Brash lost despite the support of the Brethren. And this week he announced his resignation as party leader when the caucus meets on Monday. It comes after months of speculation over his future and ahead of the release of a book that documented links between his National Party and the Exclusive Brethren. Author Nicky Hagen’s new book The Hollow Man is out today after a court injunction against it was lifted. The book said the two parties met at a National Campaign Strategy Meeting. The Exclusive Brethren launched a major pamphlet campaign against the Labour government's defence and anti-nuclear policies. Hager claims Brash supported the campaign despite misgivings from his own party members. The Brethren, as usual, are making no comments on the allegations.

Bruce Hales took over leadership of the 42,000 strong worldwide Brethren after his father John died in 2002. Hales Jnr managed the political awakening of the organisation. He told members in 2004 if George W. Bush and Australian PM John Howard were not re-elected that year, "the rapture", or end of the world, would be near. Hales has met Howard and he (Hales) is a very powerful man, possibly a billionaire. Green Senator Christine Milne said, “Hales already seems to have ultimate authority in possibly hundreds, and maybe even thousands, of Exclusive Brethren companies, charities, trusts and enterprises on a worldwide basis.”

The Brethren were founded in the late 1820s in Dublin. Its founders were a group of men (John Nelson Darby, Anthony Norris Groves, John Bellet, Edward Cronin and Francis Hutchinson) who felt that the established Protestant Church had become too involved with the secular state and abandoned many tenets of Christianity. The first assembly in England was established at Plymouth in 1831 and Brethren are often called Plymouth Brethren to this day. In the 1840s they split in to Open and Exclusive branches. The former Church of Ireland minister John Nelson Darby led the Exclusive branch into an extreme removal from the secular world.

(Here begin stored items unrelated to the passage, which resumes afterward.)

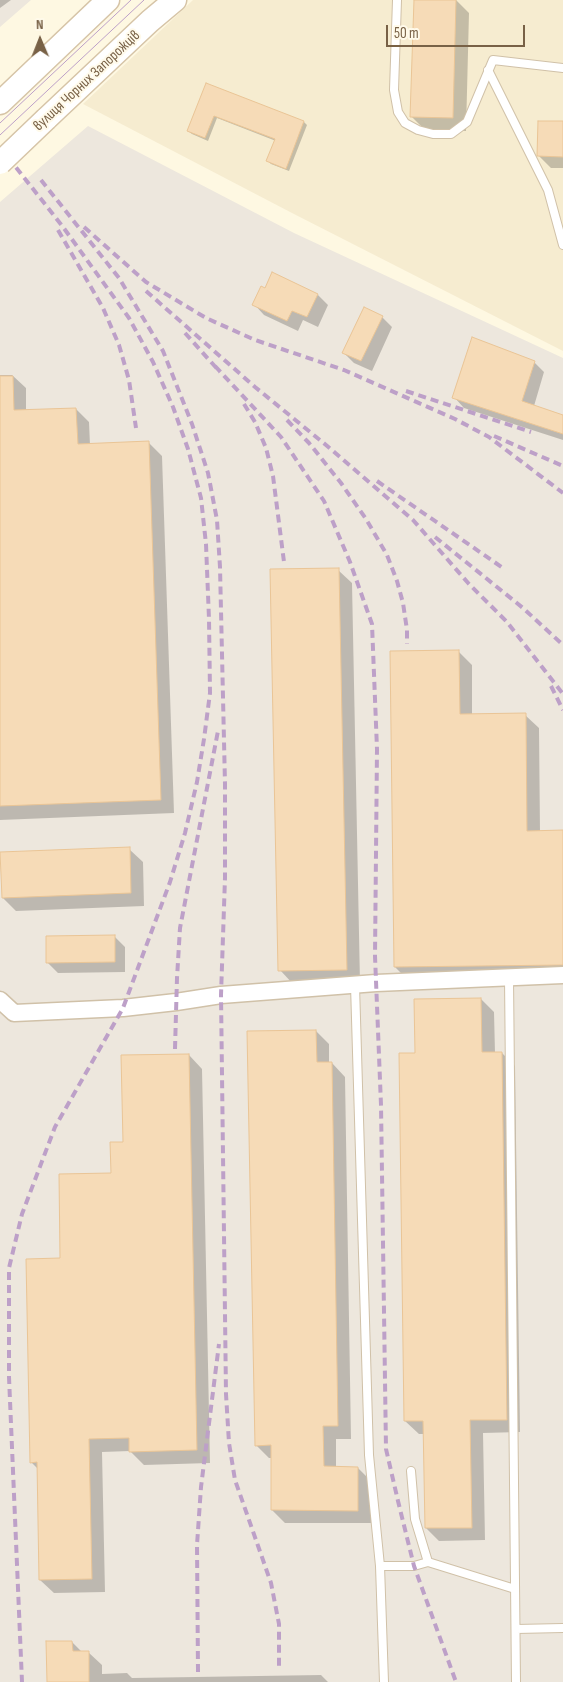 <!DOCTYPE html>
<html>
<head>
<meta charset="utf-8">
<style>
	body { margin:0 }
	#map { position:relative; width:563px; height:1682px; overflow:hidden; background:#fef8e2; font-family:"Sofia Sans Condensed",sans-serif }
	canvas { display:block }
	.north { position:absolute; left:15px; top:15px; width:50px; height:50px; -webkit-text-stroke:4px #fffaea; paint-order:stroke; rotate:359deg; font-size:14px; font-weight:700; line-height:20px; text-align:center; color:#786146 }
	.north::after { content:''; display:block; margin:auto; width:18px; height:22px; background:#786146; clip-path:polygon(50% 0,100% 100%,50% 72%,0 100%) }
	.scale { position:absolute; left:386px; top:25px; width:139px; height:22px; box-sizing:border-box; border:2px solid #786146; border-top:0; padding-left:6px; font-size:15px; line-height:18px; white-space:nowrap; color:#786146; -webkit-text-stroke:4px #fffaea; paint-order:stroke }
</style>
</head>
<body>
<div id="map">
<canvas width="563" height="1682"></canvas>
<div class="north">N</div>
<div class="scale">50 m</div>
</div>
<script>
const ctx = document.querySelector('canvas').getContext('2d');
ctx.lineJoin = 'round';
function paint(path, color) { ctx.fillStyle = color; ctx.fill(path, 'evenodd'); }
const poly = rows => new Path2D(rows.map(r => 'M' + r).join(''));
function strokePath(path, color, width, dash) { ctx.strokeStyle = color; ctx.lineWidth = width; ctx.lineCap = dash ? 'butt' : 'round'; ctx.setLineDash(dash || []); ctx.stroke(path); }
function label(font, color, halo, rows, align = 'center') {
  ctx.font = font + ' "Sofia Sans Condensed",sans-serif'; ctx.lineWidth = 4; ctx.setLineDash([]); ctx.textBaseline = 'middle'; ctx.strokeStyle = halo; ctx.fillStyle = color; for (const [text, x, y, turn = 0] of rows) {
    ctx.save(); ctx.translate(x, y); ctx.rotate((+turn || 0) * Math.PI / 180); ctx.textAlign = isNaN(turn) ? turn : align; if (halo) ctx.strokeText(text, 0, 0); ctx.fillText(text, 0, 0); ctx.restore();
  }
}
const residential = poly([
	[193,0,563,0,563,351,292,213,83,104]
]);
const industrial = poly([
	[0,0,31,0,0,27],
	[88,126,294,233,563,358,563,1682,0,1682,0,202]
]);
const shadow = poly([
	[0,0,11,0,0,8],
	[415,0,456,0,469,13,466,131,425,130,412,117],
	[206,85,304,122,307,125,289,171,271,164,268,161,276,141,217,118,208,141,192,134,188,131],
	[563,123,563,168,551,168,539,156],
	[273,274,318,295,328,305,318,327,303,320,298,331,264,315,254,304,265,290],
	[382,317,392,327,372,371,354,363,344,353],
	[534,362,544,372,534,406,563,416,563,440,464,408,454,397],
	[0,375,12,375,26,388,26,411,76,409,89,422,90,445,148,442,162,456,174,813,0,820],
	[338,570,352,583,360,983,293,984,280,970],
	[458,651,472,665,472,715,525,715,539,728,540,832,563,831,563,978,408,980,395,967],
	[129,849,143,862,144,906,16,911,3,898],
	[114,936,125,947,125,972,58,973,47,962],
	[481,999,494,1012,495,1053,502,1053,515,1066,520,1432,483,1433,485,1540,439,1541,426,1528,425,1434,419,1434,405,1421,417,1054],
	[316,1031,329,1044,329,1063,332,1063,345,1077,351,1439,336,1439,336,1468,358,1468,371,1481,371,1523,285,1523,272,1510,273,1458,269,1458,256,1445],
	[189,1055,202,1069,210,1463,144,1465,130,1451,102,1452,105,1592,54,1593,40,1580,39,1470,31,1462,62,1259,112,1174,124,1143],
	[72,1642,82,1652,88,1652,102,1665,102,1674,127,1673,132,1678,321,1675,328,1682,48,1682]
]);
const building = poly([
	[414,0,456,0,453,118,410,117,414,0],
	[206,83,304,121,286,169,266,161,275,139,214,116,205,138,187,131,206,83],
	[538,121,563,121,563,157,537,156,538,121],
	[272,272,318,294,307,317,292,311,287,321,252,305,261,286,265,288,272,272],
	[364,307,383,316,361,361,342,353,364,307],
	[472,337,535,361,522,401,563,415,563,434,452,398,472,337],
	[0,376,13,376,14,410,76,408,78,444,149,441,161,800,0,806,0,376],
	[339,568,347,970,278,971,270,569,339,568],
	[459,650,460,714,526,713,527,831,563,830,563,965,394,967,390,651,459,650],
	[130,847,131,893,2,898,0,852,130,847],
	[115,935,115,962,46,963,46,936,115,935],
	[481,998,482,1052,502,1052,507,1420,470,1420,472,1528,425,1528,423,1421,404,1421,399,1053,415,1053,414,999,481,998],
	[316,1030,317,1062,332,1062,338,1426,323,1426,324,1466,358,1467,358,1511,271,1510,271,1445,255,1446,247,1031,316,1030],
	[189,1054,197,1450,129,1452,129,1438,89,1439,92,1579,39,1580,37,1462,30,1463,26,1259,60,1258,59,1174,111,1173,110,1142,123,1142,121,1055,189,1054],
	[46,1641,72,1641,73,1651,89,1651,89,1682,47,1682,46,1641]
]);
const service = poly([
	[397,0,394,90,398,112,405,123,418,130,433,134,451,134,467,122,493,60,563,68],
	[488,70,548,190,563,245],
	[509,978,516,1682],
	[355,985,369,1455,380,1566,414,1566,428,1562,515,1589],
	[411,1471,415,1519,428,1562],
	[380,1566,384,1682],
	[516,1629,563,1628]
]);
const minor = poly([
	[0,1000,14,1013,123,1008,176,1002,221,995,376,983,563,975]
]);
const secondary = poly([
	[0,103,108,0],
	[46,119,150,21,175,0]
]);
const tram = poly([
	[0,123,131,0],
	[0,135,144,0]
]);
const rail = poly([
	[0,147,63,227,129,318,153,362,173,407,188,449,201,498,206,544,209,619,210,693,204,739,197,782,185,833,170,882,123,1008,55,1127,22,1214,9,1268,9,1377,22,1682],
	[41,180,119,278,163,351,192,424,208,473,217,520,220,567,225,784,225,878,221,995,226,1394,229,1443,235,1480,271,1583,279,1624,279,1669],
	[84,227,146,282,206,318,255,340,344,370,455,419,489,437,563,493],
	[58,230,103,308,119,345,129,380,136,428],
	[146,291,255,387,326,445,413,520,469,584,507,622,563,694],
	[185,333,220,372],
	[215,366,281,437,324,501,350,562,372,624,377,749,375,956,381,1105,386,1449,398,1501,414,1566,456,1682],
	[406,391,531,432],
	[244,404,255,422,266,448,273,476,284,562],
	[287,420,309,443,341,483,366,519,387,555,397,581,403,603,407,630,407,644],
	[494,436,563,466],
	[377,481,503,568],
	[435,537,523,608,563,645],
	[551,686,563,710],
	[175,1049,177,978,180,928,218,731],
	[198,1672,197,1545,201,1487,219,1344]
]);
const secondaryBridge = poly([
	[0,163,46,119]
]);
const streetNames = [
	["вулиця Чорних Запорожців",87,81,-43]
];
paint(residential, '#f6ecd0');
paint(industrial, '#ede7dd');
paint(shadow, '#0003');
paint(building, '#f6dbb7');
strokePath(building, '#eac596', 1);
strokePath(service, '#d0c1a8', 10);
strokePath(minor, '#d0c1a8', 19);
strokePath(secondary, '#d6c4a7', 25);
strokePath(service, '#fff', 8);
strokePath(minor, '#fff', 16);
strokePath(secondary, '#fff', 22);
strokePath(tram, '#bda0c8', 1);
strokePath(rail, '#bda0c8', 4, [8, 5]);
strokePath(secondaryBridge, '#d6c4a7', 25, []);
strokePath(secondaryBridge, '#fff', 22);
label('15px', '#786146', '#fffaea', streetNames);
</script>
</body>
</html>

Exclusive Brethren members cut themselves off from outsiders to the extent of refusing to eat with them. They function as a cross between the masons and the Mansons, supporting and employing each other but ruthlessly ostracising any family members who stray from the flock. They are not allowed to use broadcast media because the Book of Revelation tells them that the devil is "the prince with the power of the air". But Hales seems to be at home with the power of print and is taking the brotherhood into a new and not-so-exclusive direction. They will be a force to be reckoned with at the Australian next federal election in 2007.